Le juge des loyers commerciaux est ainsi seul compétent pour fixer le loyer du bail révisé ou renouvelé, tandis que le président du tribunal judiciaire, statuant en référé, peut connaître d’un bail commercial dans le cadre de sa compétence générale définie par le Code de procédure civile. C’est ainsi que le juge des référés ne peut ordonner une expertise pour estimer la valeur locative en raison de la compétence exclusive du juge des loyers commerciaux (CA Paris, 13 févr. 1991, n° 90/24643 : Loyers et copr. 1991, comm. 472, obs.

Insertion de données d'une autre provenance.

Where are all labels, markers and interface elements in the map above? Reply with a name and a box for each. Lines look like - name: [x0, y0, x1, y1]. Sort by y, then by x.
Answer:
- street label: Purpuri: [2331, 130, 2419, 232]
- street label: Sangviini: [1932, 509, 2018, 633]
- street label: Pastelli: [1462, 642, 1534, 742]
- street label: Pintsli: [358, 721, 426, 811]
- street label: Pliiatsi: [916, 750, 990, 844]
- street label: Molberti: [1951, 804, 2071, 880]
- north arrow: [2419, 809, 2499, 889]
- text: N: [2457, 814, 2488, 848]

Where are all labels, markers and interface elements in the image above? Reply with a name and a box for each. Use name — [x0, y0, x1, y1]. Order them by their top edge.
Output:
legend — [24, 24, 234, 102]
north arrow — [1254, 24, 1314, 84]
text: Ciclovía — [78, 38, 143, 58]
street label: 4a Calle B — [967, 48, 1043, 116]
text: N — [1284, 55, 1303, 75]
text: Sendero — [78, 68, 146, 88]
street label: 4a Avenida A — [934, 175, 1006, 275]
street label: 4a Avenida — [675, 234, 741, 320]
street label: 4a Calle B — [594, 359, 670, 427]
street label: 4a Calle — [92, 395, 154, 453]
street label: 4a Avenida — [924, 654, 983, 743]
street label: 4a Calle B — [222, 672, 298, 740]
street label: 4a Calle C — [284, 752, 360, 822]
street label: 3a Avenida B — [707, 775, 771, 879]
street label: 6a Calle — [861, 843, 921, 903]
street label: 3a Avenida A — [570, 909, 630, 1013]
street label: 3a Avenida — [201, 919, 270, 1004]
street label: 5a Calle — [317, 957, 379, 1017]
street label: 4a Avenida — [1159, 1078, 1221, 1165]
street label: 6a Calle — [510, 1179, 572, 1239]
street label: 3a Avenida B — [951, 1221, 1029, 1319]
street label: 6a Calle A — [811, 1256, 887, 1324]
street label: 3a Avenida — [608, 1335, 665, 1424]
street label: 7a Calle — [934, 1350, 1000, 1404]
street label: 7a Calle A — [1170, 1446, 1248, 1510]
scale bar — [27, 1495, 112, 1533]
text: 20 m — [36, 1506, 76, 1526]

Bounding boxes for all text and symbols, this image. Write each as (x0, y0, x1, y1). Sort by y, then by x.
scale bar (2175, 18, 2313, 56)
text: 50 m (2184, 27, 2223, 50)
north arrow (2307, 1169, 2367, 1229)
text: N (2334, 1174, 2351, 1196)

P. H. Brault).

La Cour de cassation avait cependant admis la compétence du juge des référés pour désigner un expert afin d’apprécier la valeur locative de locaux à usage commercial, mais il ne s’agissait pas d’une procédure de fixation de loyer de renouvellement mais d’une action en révocation et en responsabilité d’un associé cogérant d’une société civile immobilière (Cass. 3e civ., 24 juin 2008, n° 07-14292).

Dans la présente espèce, la cour d’appel de Versailles rappelle l’incompétence du juge des référés pour désigner un expert dans le cadre de la fixation du loyer du bail renouvelé, puisque seul le juge des loyers commerciaux peut ordonner une expertise.

Mais cette affaire se présentait dans un contexte particulier puisqu’il s’agissait d’un bail de centre commercial contenant une clause selon laquelle la partie fixe du loyer de renouvellement serait fixée à la valeur locative appréciée selon les conditions du statut des baux commerciaux, tandis qu’à défaut d’accord, les parties s’en remettaient à l’avis d’un expert désigné d’un commun accord, ou à défaut par le président du tribunal judiciaire.

La cour d’appel relève tout d’abord que l’absence d’accord des parties sur le nom d’un expert ne suffit pas à caractériser l’existence d’un procès en germe, requise en référé et nécessaire à l’application des dispositions de l’article 145 du Code de procédure civile.

Par ailleurs, si les parties donnaient compétence au président du tribunal judiciaire pour désigner cet expert à défaut d’accord, il ne pouvait s’agir du président statuant en qualité de juge des référés, mais du juge des loyers commerciaux en application des dispositions de l’article R. 145-23 du Code de commerce.